Calculate the theoretical volume yield ( In mL ) of oxygen gas produced at STP conditions, when 0.920 g of \( \mathrm{KClO}_{3} \) decomposes. Show all work and circle your correctly rounded answer. Report your answer to 3 sf .

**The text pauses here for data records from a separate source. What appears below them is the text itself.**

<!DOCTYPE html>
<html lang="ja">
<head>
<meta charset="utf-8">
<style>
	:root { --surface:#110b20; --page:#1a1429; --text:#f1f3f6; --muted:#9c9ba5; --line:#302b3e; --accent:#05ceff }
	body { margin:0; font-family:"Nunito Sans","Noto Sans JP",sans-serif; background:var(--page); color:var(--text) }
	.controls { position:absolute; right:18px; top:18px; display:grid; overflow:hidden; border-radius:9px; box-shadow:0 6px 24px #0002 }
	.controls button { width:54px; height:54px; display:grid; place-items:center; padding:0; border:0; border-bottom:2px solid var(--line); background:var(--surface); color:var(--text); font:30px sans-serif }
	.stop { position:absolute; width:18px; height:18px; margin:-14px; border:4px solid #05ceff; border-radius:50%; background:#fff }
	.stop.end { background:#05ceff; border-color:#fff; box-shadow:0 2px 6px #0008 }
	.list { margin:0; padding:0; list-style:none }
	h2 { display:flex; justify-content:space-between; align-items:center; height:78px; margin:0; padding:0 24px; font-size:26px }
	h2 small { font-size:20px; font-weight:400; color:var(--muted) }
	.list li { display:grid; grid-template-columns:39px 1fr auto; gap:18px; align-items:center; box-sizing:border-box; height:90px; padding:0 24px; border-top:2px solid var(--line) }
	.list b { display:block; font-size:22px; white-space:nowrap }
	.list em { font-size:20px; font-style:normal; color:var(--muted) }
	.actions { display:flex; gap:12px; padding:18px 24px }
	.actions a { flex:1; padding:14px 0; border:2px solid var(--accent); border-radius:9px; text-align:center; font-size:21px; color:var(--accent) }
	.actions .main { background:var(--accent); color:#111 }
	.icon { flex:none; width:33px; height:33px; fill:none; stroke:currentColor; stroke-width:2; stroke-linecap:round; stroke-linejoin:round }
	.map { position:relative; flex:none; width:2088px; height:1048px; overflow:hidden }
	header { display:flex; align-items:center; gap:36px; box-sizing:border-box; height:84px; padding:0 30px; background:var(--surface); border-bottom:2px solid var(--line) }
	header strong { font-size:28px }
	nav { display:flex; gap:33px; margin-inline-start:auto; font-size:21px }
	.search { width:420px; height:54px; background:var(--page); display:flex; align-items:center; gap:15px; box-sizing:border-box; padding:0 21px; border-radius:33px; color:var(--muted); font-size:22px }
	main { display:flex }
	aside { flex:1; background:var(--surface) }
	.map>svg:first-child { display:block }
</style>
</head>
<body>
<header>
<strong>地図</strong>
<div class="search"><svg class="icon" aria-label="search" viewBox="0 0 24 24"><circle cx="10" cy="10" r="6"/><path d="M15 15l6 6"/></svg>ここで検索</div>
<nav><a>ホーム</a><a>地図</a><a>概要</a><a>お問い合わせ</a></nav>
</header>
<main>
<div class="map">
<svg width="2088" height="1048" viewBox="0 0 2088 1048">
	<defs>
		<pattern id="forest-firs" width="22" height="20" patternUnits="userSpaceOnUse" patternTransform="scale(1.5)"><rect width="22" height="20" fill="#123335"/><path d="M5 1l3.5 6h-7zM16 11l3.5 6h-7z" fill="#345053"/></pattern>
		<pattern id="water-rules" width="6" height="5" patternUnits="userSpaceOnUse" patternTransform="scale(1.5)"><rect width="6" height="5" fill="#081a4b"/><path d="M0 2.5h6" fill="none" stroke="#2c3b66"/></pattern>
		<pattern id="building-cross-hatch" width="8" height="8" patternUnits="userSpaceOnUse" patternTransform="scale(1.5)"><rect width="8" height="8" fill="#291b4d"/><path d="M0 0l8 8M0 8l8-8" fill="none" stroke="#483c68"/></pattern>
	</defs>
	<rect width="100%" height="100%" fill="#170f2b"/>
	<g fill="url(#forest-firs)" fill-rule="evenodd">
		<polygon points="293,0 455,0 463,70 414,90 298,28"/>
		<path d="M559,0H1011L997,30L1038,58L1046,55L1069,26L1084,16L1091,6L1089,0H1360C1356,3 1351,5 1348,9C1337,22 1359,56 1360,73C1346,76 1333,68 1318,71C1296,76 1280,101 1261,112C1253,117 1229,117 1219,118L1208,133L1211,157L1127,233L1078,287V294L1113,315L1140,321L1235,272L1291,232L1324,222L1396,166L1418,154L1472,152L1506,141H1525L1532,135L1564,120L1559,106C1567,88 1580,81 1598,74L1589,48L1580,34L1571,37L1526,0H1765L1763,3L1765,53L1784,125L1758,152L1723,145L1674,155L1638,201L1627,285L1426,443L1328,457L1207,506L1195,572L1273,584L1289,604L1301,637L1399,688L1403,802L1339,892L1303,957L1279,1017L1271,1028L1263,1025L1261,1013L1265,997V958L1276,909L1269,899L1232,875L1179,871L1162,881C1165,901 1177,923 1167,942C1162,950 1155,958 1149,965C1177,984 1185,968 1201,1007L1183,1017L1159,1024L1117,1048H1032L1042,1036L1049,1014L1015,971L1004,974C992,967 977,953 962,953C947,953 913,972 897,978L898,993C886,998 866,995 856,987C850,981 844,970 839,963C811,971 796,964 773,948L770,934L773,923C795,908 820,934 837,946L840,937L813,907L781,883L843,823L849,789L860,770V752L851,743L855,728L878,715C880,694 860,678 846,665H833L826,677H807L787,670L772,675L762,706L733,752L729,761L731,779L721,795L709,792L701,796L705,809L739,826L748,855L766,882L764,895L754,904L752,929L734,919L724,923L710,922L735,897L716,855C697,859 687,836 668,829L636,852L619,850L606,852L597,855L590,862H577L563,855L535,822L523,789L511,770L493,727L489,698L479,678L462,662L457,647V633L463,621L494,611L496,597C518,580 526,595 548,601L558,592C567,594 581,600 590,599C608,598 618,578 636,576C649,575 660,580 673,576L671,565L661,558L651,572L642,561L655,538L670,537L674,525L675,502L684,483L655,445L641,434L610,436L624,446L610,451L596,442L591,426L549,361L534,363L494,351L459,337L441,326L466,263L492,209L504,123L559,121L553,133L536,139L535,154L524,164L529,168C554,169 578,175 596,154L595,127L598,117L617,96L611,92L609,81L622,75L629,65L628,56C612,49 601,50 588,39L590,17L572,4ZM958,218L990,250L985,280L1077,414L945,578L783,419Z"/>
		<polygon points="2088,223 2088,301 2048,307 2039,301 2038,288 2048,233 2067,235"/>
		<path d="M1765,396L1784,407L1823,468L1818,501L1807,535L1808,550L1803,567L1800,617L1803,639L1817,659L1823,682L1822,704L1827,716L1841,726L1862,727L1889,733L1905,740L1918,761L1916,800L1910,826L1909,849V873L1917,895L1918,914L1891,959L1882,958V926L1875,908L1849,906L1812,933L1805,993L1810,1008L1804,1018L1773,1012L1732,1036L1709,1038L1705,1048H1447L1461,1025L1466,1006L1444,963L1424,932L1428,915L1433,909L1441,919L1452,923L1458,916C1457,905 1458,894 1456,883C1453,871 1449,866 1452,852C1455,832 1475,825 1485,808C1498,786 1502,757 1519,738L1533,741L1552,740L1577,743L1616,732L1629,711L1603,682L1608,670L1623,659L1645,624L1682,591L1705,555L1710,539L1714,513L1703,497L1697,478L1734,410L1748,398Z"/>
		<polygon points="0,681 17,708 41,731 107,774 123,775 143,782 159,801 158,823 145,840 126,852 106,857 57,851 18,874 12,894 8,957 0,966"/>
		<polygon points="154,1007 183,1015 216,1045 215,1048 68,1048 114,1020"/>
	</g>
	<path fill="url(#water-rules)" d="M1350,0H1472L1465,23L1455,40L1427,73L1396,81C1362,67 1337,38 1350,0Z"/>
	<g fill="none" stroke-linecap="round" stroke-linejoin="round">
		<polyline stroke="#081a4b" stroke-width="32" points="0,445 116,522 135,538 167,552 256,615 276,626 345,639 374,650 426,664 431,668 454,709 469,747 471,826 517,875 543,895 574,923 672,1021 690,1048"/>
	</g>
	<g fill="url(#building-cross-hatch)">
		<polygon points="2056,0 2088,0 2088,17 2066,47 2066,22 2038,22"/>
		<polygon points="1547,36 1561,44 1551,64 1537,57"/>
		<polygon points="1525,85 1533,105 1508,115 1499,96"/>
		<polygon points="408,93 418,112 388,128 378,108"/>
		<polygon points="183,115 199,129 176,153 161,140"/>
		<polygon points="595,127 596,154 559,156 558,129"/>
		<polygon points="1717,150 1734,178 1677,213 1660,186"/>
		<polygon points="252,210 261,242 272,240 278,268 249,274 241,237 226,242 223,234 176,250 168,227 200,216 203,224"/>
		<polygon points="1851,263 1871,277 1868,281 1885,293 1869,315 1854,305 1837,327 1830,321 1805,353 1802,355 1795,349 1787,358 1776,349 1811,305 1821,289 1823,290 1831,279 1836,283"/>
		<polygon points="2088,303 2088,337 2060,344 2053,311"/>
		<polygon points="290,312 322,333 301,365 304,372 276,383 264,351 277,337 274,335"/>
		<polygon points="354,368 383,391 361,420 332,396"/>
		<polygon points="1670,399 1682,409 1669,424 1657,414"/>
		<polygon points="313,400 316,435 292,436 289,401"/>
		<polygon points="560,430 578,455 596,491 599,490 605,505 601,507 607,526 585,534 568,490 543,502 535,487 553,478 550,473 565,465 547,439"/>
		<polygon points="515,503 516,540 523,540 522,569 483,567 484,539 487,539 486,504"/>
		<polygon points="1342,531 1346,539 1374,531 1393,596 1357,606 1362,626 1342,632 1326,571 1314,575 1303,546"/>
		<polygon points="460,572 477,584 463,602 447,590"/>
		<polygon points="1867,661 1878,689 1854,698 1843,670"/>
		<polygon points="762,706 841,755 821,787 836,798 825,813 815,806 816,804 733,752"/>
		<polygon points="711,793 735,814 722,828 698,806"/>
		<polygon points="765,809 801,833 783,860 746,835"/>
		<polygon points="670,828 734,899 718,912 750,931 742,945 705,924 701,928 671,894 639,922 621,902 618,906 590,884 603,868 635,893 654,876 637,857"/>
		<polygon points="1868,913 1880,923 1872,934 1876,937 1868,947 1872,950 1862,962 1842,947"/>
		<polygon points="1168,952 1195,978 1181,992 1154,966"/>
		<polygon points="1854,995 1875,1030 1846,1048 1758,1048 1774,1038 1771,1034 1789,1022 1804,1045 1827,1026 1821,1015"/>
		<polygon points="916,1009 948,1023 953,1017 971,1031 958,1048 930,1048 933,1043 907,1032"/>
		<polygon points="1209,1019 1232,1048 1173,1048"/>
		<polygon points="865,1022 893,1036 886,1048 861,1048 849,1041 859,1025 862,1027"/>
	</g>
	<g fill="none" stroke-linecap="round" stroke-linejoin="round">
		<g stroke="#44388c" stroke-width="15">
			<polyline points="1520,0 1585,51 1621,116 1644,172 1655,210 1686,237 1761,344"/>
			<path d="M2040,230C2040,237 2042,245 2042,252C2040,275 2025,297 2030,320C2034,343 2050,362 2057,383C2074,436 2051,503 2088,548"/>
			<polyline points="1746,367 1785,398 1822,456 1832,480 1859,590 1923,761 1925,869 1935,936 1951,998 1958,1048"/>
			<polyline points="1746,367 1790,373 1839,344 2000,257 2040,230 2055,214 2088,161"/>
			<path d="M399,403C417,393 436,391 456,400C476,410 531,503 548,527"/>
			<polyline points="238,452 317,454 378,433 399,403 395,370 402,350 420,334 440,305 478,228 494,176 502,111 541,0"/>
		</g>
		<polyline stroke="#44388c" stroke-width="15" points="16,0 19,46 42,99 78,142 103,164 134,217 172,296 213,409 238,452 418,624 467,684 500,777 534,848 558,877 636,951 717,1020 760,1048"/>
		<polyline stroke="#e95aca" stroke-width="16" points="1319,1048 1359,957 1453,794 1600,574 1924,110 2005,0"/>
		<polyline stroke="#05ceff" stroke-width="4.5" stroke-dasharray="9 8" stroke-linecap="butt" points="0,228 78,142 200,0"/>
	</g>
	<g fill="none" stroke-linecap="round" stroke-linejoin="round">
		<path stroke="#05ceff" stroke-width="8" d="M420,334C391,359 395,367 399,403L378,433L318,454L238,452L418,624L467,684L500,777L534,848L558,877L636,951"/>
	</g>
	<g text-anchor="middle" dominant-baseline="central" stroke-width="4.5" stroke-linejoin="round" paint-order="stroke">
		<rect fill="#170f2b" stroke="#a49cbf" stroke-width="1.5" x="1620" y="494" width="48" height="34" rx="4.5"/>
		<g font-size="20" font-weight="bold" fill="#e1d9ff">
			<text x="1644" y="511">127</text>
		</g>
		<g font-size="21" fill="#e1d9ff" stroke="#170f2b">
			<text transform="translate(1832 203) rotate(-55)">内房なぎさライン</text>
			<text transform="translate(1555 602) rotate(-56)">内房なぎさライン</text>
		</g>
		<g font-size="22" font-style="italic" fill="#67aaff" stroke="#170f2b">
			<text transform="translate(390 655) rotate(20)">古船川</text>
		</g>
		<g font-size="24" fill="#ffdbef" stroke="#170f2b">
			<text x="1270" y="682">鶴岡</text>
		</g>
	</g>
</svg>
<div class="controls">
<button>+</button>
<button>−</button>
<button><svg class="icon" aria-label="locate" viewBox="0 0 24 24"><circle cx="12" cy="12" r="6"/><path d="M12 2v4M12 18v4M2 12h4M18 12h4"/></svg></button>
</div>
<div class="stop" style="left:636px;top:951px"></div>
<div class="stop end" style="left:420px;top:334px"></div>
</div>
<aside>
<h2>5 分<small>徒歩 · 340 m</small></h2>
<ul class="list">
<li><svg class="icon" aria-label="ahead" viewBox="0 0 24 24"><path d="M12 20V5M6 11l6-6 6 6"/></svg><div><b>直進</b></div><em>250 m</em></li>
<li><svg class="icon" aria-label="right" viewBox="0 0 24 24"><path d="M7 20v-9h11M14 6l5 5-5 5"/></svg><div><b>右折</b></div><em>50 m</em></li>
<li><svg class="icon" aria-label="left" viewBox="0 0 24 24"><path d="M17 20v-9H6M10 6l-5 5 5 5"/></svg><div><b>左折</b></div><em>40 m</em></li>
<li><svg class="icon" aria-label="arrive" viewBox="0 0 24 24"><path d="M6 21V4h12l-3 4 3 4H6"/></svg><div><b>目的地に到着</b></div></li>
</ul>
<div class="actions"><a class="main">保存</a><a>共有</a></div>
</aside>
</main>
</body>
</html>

To calculate the theoretical volume yield of oxygen gas (O₂) produced from the decomposition of potassium chlorate (\( \mathrm{KClO}_{3} \)), we first need to look at the balanced chemical reaction: \[ 2 \, \mathrm{KClO}_{3}(s) \rightarrow 2 \, \mathrm{KCl}(s) + 3 \, \mathrm{O}_{2}(g) \] 1. **Calculate the molar mass of \( \mathrm{KClO}_{3} \)**: - Potassium (K) = 39.10 g/mol - Chlorine (Cl) = 35.45 g/mol - Oxygen (O) = 16.00 g/mol × 3 = 48.00 g/mol Molar mass of \( \mathrm{KClO}_{3} = 39.10 + 35.45 + 48.00 = 122.55 \, \mathrm{g/mol} \) 2. **Calculate the number of moles of \( \mathrm{KClO}_{3} \)**: \[ \text{Moles of } \mathrm{KClO}_{3} = \frac{0.920 \, \mathrm{g}}{122.55 \, \mathrm{g/mol}} = 0.00751 \, \mathrm{mol} \] 3. **Use the stoichiometry of the reaction**: - According to the balanced equation, 2 moles of \( \mathrm{KClO}_{3} \) produce 3 moles of \( \mathrm{O}_{2} \). - Thus, the moles of \( \mathrm{O}_{2} \) produced from 0.00751 moles of \( \mathrm{KClO}_{3} \) can be calculated as follows: \[ \text{Moles of } \mathrm{O}_{2} = \frac{3 \, \mathrm{moles} \, \mathrm{O}_{2}}{2 \, \mathrm{moles} \, \mathrm{KClO}_{3}} \times 0.00751 \, \mathrm{mol KClO}_{3} = 0.01126 \, \mathrm{mol O}_{2} \] 4. **Calculate the volume of \( \mathrm{O}_{2} \) at STP**: - Under standard temperature and pressure (STP), 1 mole of any ideal gas occupies 22.4 liters, or 22,400 mL. \[ \text{Volume of } \mathrm{O}_{2} = 0.01126 \, \mathrm{mol} \times 22400 \, \mathrm{mL/mol} = 252.78 \, \mathrm{mL} \] 5. **Rounded to three significant figures**: \[ \text{Volume of } \mathrm{O}_{2} \approx 253 \, \mathrm{mL} \] The theoretical volume yield of oxygen gas produced at STP when 0.920 g of \( \mathrm{KClO}_{3} \) decomposes is \(\mathbf{253 \, mL}\).